=== TASK REQUIREMENTS ===
Look through the lines below for the word "Caddesi", and copy every line that has it.

=== DATA SUPPLIED ===
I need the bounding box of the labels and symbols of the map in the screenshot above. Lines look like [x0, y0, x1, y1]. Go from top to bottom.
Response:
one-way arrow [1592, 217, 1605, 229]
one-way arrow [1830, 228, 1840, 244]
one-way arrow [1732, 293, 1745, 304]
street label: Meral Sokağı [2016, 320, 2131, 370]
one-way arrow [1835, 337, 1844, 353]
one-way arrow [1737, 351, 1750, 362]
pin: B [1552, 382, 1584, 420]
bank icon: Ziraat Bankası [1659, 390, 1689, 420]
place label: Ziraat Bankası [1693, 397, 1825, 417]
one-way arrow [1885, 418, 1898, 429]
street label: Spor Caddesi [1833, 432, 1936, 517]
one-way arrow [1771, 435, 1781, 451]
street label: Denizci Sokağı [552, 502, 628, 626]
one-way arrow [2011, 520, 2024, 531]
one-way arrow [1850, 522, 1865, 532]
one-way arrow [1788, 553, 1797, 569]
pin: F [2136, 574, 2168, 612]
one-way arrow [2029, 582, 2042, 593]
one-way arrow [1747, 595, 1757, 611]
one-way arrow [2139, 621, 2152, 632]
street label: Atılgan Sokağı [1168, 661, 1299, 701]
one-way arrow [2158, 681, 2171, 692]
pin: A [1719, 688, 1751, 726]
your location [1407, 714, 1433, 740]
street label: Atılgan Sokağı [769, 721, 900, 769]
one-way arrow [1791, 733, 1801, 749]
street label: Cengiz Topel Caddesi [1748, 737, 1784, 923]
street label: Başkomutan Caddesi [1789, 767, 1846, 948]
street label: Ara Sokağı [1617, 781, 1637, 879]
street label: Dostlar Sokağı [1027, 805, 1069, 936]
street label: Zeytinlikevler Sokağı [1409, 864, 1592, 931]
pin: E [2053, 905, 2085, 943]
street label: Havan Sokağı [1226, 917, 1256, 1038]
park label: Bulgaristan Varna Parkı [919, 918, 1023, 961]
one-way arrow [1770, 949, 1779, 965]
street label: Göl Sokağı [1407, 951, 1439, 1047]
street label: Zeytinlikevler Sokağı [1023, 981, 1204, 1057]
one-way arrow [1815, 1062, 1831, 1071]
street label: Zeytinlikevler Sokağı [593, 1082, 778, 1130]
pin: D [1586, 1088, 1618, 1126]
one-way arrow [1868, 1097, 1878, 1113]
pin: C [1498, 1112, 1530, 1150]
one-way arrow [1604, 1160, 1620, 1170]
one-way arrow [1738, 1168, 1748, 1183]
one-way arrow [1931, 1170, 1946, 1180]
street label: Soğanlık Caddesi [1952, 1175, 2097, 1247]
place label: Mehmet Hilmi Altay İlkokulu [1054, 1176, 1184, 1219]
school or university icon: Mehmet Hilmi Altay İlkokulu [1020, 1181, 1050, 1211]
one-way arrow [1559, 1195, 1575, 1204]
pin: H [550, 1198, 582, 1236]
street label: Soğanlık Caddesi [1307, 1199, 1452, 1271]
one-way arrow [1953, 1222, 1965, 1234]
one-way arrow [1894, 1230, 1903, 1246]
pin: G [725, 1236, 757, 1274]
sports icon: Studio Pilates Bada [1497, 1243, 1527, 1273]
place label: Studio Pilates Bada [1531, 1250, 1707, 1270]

=== RESPONSE ===
street label: Spor Caddesi [1833, 432, 1936, 517]
street label: Cengiz Topel Caddesi [1748, 737, 1784, 923]
street label: Başkomutan Caddesi [1789, 767, 1846, 948]
street label: Soğanlık Caddesi [1952, 1175, 2097, 1247]
street label: Soğanlık Caddesi [1307, 1199, 1452, 1271]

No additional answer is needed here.